[Corpora-List] Most common non-Romance, non-Germanic words in English

Jim Fidelholtz fidelholtz at gmail.com
Thu Apr 10 03:22:31 CEST 2014

Hi, Tristan,

OK on the source lg, although it might help if we knew what the purpose of your list would be. I didn't have any illusions that you wanted *all* such words, although you can see from other comments that there is a large number of 'other' languages to pick your loanwords from, and I still haven't seen any (even approximate) *number* of such borrowings--but you would have to take (starting with the most frequent words) a rather large list of words to even begin processing--using the various methods you and others have suggested for winnowing down the list.

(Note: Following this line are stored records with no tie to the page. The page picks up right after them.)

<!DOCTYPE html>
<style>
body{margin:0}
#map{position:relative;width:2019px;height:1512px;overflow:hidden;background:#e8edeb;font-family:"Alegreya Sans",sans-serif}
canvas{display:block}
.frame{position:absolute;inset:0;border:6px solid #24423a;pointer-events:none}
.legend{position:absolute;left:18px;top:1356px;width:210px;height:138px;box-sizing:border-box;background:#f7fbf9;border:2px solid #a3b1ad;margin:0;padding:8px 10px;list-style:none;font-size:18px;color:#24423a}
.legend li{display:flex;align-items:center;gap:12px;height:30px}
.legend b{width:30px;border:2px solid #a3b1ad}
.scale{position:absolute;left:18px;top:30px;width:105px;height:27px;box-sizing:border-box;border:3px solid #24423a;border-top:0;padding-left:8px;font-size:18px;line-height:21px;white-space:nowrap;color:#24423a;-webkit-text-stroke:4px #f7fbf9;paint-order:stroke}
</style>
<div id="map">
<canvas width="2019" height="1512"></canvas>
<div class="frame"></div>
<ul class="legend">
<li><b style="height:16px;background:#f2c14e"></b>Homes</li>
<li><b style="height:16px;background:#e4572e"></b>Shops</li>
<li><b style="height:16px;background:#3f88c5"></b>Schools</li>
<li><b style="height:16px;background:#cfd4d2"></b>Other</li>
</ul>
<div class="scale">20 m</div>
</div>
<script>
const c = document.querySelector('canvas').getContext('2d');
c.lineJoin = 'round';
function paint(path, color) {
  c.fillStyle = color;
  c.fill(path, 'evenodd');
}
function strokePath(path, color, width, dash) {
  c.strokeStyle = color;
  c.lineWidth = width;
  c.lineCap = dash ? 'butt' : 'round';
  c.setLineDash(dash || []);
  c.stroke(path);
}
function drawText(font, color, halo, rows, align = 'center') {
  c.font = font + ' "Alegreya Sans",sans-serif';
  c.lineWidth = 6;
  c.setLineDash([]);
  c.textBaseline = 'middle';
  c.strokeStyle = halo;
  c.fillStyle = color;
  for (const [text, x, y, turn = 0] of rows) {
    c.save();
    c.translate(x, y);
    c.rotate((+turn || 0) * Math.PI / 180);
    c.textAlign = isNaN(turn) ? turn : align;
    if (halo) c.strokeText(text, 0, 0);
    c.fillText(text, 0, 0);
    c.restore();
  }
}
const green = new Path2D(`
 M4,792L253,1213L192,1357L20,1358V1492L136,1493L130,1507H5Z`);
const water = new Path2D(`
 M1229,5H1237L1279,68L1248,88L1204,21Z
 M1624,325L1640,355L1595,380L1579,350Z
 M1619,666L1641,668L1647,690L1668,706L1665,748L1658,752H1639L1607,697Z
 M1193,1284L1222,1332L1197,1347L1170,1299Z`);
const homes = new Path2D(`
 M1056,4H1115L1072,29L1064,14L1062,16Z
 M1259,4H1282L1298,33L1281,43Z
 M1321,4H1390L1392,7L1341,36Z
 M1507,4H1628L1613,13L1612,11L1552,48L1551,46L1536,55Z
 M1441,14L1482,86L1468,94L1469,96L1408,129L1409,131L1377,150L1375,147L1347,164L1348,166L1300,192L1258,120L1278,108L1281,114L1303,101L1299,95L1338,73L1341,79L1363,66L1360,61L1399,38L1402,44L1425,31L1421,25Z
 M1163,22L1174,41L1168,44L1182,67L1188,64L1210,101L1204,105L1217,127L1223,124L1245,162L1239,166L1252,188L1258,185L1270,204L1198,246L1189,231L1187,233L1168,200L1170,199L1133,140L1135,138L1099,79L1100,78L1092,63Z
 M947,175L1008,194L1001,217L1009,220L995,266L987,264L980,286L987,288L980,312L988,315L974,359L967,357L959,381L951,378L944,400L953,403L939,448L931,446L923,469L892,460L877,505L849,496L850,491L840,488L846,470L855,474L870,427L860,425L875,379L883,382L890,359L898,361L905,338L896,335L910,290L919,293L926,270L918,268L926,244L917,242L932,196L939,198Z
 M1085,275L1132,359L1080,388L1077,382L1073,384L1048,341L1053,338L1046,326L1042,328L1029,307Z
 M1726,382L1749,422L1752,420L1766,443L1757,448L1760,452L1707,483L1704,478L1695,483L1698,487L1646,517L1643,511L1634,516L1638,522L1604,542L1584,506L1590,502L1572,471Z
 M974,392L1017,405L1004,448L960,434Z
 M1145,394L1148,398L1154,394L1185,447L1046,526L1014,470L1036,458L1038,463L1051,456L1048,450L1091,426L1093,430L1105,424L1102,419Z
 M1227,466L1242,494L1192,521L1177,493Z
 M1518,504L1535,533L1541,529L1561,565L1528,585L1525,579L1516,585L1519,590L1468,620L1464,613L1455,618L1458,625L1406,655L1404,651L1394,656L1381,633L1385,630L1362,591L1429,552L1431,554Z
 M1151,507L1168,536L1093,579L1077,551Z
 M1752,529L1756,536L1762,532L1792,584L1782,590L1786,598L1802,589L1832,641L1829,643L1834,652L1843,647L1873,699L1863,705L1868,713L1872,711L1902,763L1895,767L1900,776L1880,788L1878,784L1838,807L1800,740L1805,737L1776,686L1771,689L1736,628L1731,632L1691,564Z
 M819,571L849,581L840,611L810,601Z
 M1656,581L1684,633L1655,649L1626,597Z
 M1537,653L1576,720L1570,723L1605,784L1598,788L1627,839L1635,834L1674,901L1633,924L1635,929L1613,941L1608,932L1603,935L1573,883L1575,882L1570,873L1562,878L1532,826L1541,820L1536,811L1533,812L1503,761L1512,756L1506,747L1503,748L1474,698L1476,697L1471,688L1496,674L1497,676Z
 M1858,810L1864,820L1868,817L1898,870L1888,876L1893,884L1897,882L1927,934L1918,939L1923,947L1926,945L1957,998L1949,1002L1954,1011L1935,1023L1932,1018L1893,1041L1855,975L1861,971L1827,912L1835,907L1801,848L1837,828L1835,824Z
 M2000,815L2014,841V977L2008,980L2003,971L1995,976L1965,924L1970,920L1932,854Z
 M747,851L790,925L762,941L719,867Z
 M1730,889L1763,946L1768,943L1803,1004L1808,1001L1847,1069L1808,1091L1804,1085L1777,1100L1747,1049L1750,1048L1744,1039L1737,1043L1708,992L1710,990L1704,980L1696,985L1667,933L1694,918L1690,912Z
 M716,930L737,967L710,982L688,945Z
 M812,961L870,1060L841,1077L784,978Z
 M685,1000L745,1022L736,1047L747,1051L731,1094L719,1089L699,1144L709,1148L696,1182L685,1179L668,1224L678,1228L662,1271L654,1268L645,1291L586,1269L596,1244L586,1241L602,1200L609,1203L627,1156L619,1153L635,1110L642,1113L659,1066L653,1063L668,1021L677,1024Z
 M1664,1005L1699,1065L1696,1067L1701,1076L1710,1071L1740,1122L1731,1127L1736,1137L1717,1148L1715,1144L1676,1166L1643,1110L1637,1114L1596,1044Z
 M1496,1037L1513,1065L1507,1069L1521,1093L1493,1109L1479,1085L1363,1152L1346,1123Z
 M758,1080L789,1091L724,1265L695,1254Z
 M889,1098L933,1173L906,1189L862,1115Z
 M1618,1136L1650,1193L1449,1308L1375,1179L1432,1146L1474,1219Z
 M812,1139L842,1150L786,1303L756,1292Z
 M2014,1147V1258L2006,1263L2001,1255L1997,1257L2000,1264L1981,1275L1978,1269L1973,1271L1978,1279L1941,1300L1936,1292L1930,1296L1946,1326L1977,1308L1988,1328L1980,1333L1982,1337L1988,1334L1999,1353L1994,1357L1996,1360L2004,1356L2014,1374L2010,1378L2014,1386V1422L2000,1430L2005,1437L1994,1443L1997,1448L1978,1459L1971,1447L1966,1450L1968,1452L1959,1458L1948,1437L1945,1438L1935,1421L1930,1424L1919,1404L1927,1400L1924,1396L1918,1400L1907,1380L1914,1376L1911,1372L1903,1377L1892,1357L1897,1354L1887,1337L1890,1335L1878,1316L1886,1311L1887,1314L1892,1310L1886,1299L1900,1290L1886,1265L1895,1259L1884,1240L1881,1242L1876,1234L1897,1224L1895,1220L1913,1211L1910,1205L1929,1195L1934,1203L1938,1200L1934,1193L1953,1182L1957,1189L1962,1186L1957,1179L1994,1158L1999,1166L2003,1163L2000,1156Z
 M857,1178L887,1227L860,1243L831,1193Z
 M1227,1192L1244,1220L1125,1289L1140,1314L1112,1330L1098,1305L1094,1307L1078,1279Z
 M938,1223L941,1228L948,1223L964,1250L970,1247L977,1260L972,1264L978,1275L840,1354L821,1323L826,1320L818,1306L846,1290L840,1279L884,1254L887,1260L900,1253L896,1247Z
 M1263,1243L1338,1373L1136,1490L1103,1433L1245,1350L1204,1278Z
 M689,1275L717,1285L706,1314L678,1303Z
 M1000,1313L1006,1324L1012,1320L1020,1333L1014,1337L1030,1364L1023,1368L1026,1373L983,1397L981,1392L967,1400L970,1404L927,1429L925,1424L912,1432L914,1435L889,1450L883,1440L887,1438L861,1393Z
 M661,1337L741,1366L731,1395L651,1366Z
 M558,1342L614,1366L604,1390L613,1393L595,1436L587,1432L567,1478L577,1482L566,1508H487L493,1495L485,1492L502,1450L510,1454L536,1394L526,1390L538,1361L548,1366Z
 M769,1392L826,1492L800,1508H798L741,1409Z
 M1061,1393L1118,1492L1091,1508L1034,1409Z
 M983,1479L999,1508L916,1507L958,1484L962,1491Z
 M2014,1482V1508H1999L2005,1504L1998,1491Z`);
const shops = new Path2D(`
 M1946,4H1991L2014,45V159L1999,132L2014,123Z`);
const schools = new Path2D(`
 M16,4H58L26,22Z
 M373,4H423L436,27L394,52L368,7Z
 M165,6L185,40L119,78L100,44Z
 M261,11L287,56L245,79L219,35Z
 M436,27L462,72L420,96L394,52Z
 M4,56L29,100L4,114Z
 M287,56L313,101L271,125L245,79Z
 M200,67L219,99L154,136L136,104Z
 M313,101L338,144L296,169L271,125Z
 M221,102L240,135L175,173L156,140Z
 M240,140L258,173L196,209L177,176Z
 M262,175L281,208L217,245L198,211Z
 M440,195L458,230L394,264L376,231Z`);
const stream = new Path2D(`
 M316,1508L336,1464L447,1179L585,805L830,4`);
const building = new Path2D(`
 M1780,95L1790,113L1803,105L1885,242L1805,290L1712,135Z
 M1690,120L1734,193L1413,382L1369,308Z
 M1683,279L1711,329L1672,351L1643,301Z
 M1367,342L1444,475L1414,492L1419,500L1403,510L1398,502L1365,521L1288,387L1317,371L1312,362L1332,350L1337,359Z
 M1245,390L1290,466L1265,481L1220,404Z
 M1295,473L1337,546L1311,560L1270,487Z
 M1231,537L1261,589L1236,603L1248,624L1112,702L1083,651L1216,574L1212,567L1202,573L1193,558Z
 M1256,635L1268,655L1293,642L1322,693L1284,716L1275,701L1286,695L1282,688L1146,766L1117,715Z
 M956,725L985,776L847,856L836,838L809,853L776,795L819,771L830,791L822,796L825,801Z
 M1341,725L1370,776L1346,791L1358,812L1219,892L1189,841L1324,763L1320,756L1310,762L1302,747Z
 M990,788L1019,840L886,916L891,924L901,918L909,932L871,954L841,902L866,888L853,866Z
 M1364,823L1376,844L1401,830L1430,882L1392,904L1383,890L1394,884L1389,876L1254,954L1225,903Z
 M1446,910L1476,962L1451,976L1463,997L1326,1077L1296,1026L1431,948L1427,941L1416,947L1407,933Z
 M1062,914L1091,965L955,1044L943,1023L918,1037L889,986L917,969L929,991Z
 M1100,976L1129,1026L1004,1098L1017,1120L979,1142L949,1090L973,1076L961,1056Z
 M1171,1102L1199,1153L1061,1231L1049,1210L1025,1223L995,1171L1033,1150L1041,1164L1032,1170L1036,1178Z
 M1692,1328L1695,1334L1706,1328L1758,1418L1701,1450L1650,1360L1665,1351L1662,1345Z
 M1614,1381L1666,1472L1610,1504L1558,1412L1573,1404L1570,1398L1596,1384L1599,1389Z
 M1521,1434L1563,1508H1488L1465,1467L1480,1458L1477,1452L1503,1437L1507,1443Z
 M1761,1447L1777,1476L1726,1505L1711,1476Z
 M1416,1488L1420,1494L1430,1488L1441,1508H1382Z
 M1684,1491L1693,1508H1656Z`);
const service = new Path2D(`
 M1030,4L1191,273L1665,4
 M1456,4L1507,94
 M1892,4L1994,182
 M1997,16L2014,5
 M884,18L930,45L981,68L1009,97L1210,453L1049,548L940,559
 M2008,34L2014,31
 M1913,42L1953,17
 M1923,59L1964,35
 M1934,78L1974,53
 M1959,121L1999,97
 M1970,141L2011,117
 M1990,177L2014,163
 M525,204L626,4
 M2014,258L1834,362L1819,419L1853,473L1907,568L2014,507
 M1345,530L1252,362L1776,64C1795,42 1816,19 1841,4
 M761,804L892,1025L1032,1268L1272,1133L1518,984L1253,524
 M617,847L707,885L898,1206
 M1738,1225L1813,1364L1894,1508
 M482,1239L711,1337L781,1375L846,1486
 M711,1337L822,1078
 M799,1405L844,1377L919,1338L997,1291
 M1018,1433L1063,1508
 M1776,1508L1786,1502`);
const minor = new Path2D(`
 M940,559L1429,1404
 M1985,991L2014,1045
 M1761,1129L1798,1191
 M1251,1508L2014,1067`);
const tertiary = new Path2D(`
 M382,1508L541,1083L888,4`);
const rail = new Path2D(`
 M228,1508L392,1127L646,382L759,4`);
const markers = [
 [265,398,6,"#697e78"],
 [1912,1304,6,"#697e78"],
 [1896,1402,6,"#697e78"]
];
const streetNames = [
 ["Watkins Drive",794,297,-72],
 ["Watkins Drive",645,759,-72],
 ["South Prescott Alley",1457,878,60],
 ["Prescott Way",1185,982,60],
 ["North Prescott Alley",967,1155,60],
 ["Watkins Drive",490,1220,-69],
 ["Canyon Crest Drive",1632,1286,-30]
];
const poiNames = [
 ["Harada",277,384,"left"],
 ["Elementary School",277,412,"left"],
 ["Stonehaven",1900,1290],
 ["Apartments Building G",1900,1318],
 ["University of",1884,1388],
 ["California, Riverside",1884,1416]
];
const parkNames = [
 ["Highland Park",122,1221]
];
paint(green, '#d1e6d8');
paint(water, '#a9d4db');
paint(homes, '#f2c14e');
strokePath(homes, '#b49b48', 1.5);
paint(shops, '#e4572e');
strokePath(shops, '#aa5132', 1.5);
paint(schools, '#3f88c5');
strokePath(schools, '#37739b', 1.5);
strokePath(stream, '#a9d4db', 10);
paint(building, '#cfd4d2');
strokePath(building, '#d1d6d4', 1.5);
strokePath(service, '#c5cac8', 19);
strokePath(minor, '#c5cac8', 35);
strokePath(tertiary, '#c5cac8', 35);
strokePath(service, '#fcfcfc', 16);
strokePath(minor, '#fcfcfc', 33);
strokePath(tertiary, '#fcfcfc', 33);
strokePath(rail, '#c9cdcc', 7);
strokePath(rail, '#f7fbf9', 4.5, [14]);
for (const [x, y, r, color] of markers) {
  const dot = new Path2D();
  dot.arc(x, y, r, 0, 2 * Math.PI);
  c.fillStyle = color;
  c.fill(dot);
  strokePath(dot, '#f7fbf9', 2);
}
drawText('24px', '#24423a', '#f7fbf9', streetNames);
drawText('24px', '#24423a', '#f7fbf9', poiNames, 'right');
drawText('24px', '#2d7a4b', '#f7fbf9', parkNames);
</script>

Unless, for example, you are interested in doing a similar study for borrowings into Spanish, I don't think you can really find *any* English borrowings originally from Nauatl that did not come via Spanish originally, and this would eliminate really any words from this language, a result which I would find unfortunate for any research I can imagine on borrowings into English from (various) languages, even eliminating the ones you want to eliminate. Btw, another problem you will find in this regard is determining reasonably for less frequent (but still among the 'more frequent', depending on how you define this) words exactly from what language it was taken. Indeed, there are often clues in the phonological development in English of the word as to what language it must have come from (ie, via) originally, but at least sometimes, for Nauatl, some speakers or varieties of English may have been in contact with speakers of Nauatl, and the word may have been borrowed independently from more than one language and/or at different times. Multilingualism is very complex, on the one hand, and etymologists are known to commit (and perpetrate) errors, on the other hand. This, of course, includes folk etymology, which is rampant in, e. g., place names, among other things.

Also btw, the point of starting with an extremely large corpus (well over a billion words) would be to try to minimize the effect which tends to scramble words on the frequency list below, say, the first thousand [note: even below about 100 you will find pretty large variation in positions of words in the list each and every time you redo a count with new (even comparable) data selected], by a fairly large number of positions (this is why Carroll et al. factored in very importantly their measure of genre distribution, so that among the very *last* words listed by frequency (after all but a few tens of real hapax words, among the several tens of thousands of hapax) are a few words which occur 2 or more times in the whole corpus, but only in the genre [religion] with the fewest selections taken in forming the corpus).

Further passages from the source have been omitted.